Le nerf de la bataille en cours, ce sont les blocages des raffineries et des dépôts pétroliers, des points névralgiques au nombre relativement réduits. Bloquer la production et l’acheminement de pétrole, c’est sortir des revendications symboliques, c’est attaquer là où ça fait mal. Depuis le 12 octobre, la plupart des raffineries françaises sont arrêtées. Vendredi, 8 étaient en arrêt total, celle de Fos fonctionnait encore à débit réduit mais était déjà sur le point de s’arrêter, Port-Jêrome et Petit Couronne étaient en cours d’arrêt. Arrêter puis remettre en marche une raffinerie, ça ne se fait pas comme ça, alors si les deux dernières ont été stoppées cette semaine, c’est qu’elles ne sont pas prêtes de repartir… Le 22, on apprenait que les sites de Dunkerque et Reichstett allaient être fermés, une raison de plus pour continuer, ne pas laisser passer cet affront supplémentaire. Les terminaux pétroliers de Fos Lavera, qui approvisionnent en pétrole brut six raffineries françaises, sont en grève depuis 27 jours, 54 pétroliers sont en rade à Fos et Marseille, une bonne dizaine au Havre. En plus du pétrole, les plus gros terminaux méthaniers français sont également arrêtés à Montoir-de-Bretagne et à Fos-Tonkin.
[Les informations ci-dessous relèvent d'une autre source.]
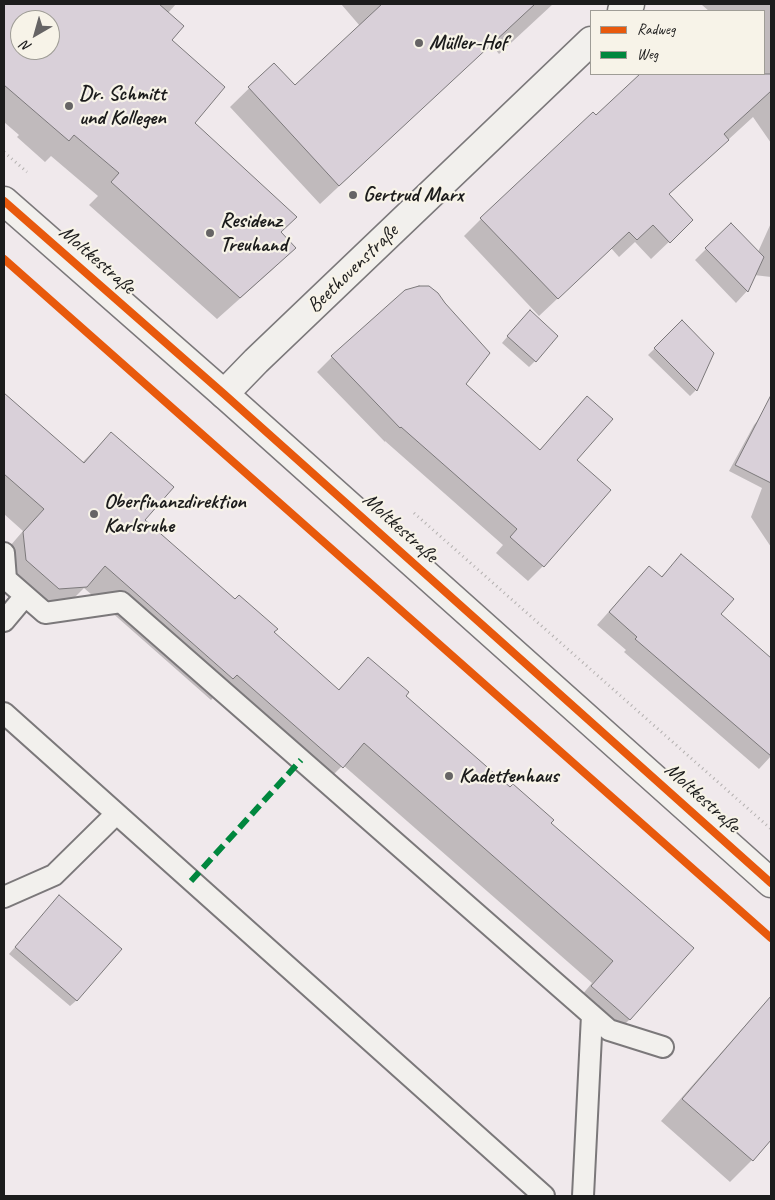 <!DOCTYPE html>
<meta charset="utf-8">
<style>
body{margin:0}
#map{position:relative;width:775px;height:1200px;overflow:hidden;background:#f0e9ec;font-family:Caveat,sans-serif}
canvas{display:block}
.frame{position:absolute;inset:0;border:5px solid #1c1c1c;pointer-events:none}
.legend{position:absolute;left:590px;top:10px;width:175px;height:65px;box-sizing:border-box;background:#f7f3e8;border:1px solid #9f9d96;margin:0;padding:6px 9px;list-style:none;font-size:15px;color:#1c1c1c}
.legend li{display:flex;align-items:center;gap:10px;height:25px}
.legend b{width:25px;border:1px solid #9f9d96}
.north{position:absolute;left:10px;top:10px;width:50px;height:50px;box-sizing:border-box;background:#f7f3e8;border:1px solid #9f9d96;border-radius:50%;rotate:218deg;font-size:14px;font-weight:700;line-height:20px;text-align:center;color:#1c1c1c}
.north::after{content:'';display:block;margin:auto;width:18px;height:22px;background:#666465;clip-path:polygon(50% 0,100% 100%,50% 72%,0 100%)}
</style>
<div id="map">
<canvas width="775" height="1200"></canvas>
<div class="frame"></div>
<ul class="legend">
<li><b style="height:6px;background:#e8590c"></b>Radweg</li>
<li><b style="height:6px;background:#00873e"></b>Weg</li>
</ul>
<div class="north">N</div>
</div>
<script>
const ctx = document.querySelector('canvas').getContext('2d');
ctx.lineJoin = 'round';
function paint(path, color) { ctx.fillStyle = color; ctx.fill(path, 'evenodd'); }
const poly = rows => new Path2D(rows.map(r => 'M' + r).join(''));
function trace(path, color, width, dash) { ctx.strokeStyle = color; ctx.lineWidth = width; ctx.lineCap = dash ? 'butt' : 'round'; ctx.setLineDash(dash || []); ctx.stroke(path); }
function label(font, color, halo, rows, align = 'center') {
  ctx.font = font + ' Caveat,sans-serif'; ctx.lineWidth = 4.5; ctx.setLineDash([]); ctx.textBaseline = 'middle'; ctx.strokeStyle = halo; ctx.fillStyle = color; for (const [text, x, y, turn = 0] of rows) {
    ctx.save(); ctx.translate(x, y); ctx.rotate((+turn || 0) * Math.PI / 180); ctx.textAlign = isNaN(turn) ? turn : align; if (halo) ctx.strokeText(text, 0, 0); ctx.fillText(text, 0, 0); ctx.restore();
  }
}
const shadow = poly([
 [4,4,176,4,168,13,170,40,194,124,279,233,295,248,272,270,217,319,89,205,98,196,51,156,45,162,17,137,19,135,4,122],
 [20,20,50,20,50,50,20,50],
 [341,4,553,4,499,54,491,44,320,204,230,107,274,64,295,87,360,26],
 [704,4,771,4,771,143,753,117,668,195,674,237,651,259,635,242,619,257,611,248,539,316,464,236,481,219,642,74,764,74,764,11,709,11,702,5],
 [771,223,771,277,754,275,747,291,736,303,695,260,706,249,758,252],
 [406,291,464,385,539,451,572,413,587,398,575,460,543,566,528,581,496,553,503,545,385,441,385,442,317,372,332,357],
 [523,318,535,361,529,367,502,343],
 [682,322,696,390,690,396,648,355],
 [4,394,82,463,111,433,143,520,338,690,368,659,404,696,692,949,629,1020,608,1041,570,1009,592,983,343,765,320,788,215,696,211,700,84,588,64,608,37,610,4,581,4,553,23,531,4,514],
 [760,418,771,424,771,547,751,517,762,488,729,471,754,425],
 [681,556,720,615,771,659,771,756,759,769,624,652,626,650,597,625,637,580,649,567,661,577],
 [53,903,77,1000,70,1006,9,954],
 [770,999,771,1000,771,1138,752,1160,730,1182,661,1121,749,1021]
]);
const building = poly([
 [4,4,159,4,184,26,172,40,225,87,195,123,297,217,281,232,296,248,240,298,111,182,119,173,74,135,69,141,4,85,4,4],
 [20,20,50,20,50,50,20,50,20,20],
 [382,4,535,4,339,186,248,87,274,63,295,85,382,4],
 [640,74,771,74,771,91,724,134,729,140,669,194,693,220,670,243,653,225,637,240,629,232,558,299,480,218,593,112,596,115,640,74],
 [731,223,764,257,748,292,705,248,731,223],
 [419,286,429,286,438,293,445,303,490,353,466,384,540,450,587,396,613,419,577,460,611,490,544,567,510,537,517,529,401,427,400,428,331,356,405,290,419,286],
 [530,310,558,336,536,362,507,336,530,310],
 [682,320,714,353,697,391,654,348,682,320],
 [4,393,84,463,111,432,174,487,145,520,235,599,239,595,278,629,274,632,339,690,368,657,409,692,406,696,510,787,513,784,554,820,551,823,694,948,630,1020,591,986,613,961,364,743,343,768,237,675,233,679,105,566,87,587,59,589,26,560,23,532,44,509,4,474,4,393],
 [771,395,771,483,735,465,771,395],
 [681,554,734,599,721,614,771,658,771,756,635,639,637,637,609,612,649,566,662,577,681,554],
 [59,895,122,949,77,1001,15,947,59,895],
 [771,996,771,1140,753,1161,682,1099,771,996]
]);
const path = poly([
 [4,152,27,172],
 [414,513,771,829]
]);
const service = poly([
 [4,553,6,579,45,613,121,602,609,1030,663,1047],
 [4,621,25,596],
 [4,713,544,1196],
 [4,897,54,875,116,814],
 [583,1196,592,1015]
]);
const minor = poly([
 [622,11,630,4],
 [224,394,256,361,591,41]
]);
const secondary = poly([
 [4,201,224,394,771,883]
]);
const quiet = poly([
 [191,881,301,760]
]);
const cycleway = poly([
 [4,201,224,394,771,883],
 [4,259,771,938]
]);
const markers = [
 [419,43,5,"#666465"],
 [69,106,5,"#666465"],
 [353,195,5,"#666465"],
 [210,233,5,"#666465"],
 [94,514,5,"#666465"],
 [449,776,5,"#666465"]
];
const poiNames = [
 ["Müller-Hof",429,43],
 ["Dr. Schmitt",79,94],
 ["und Kollegen",79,118],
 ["Gertrud Marx",363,195],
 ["Residenz",220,221],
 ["Treuhand",220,245],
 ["Oberfinanzdirektion",104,502],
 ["Karlsruhe",104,526],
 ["Kadettenhaus",459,776]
];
const streetNames = [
 ["Moltkestraße",97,260,41],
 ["Beethovenstraße",353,269,-44],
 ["Moltkestraße",400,528,42],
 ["Moltkestraße",702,798,42]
];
paint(shadow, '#0003');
paint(building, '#d9d0d9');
trace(building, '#7b787a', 1);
trace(service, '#7b787a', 24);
trace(minor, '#7b787a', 31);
trace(secondary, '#7b787a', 31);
trace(path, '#b4b1b0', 3, [1, 4]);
trace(service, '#f2f0ed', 20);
trace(minor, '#f2f0ed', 28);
trace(secondary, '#f2f0ed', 28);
trace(quiet, '#00873e', 6, [12, 6]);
trace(cycleway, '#e8590c', 8);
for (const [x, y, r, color] of markers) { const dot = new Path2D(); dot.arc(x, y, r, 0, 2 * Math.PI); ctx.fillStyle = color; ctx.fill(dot); trace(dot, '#f7f3e8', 2); }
label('bold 21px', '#1c1c1c', '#f7f3e8', poiNames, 'left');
label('21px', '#1c1c1c', '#f7f3e8', streetNames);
</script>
L’expulsion dure de la raffinerie de Grand-Puits vendredi 22, et la trentaine de déblocages de dépôts dans la semaine n’ont pas entamé la détermination des grévistes.
À Feyzin vendredi 22, l’AG s’est prononcée pour un arrêt du travail illimité, « jusqu’au retrait de la réforme ». Il n’est plus question de revoter la grève tous les jours, il est question de tenir, coûte que coûte, et c’est parti pour durer.
Il faut dire qu’à Feyzin, comme dans la plupart des raffineries, les grévistes se sont organisés pour ça : des actions ont été menées avec les autres salariés de la chimie (Arkhema, Bluestar, Rhodia, IFP), des profs, des cheminots et des étudiants (comme le péage gratuit de vendredi 22 à Vienne qui a permis de recueillir 5000€). À Dunkerque, Donges ou Grand-Puits, des chèques affluent également de partout. Cet argent, c’est une garantie que la lutte se poursuive effectivement.
Et puis, y a du monde pour bloquer s’il le faut. À Saint-Priest, les routiers ont bloqué la nuit pendant 2 heures les accès au dépôt de carburant après une opération escargot à la sortie du match de foot à Gerland. à Marseille, à Brest, à Caen, on a compté jusqu’à 500 personnes pour prêter main forte aux grévistes. à Donges, des grévistes dégonflent les pneus des camions pour les empêcher de s’approvisionner. À Caen, les pneus sont carrément crevés.
Des nouvelles solidarités informelles se mettent en place à la base et en dehors du contrôle des directions syndicales. On le sent bien, ces dernières sont un peu dépassées par les événements et ne savent pas trop quoi faire de tous ces « soutiens ». Ces solidarités là, et c’est bien leur force, ne sont pas vraiment encadrables…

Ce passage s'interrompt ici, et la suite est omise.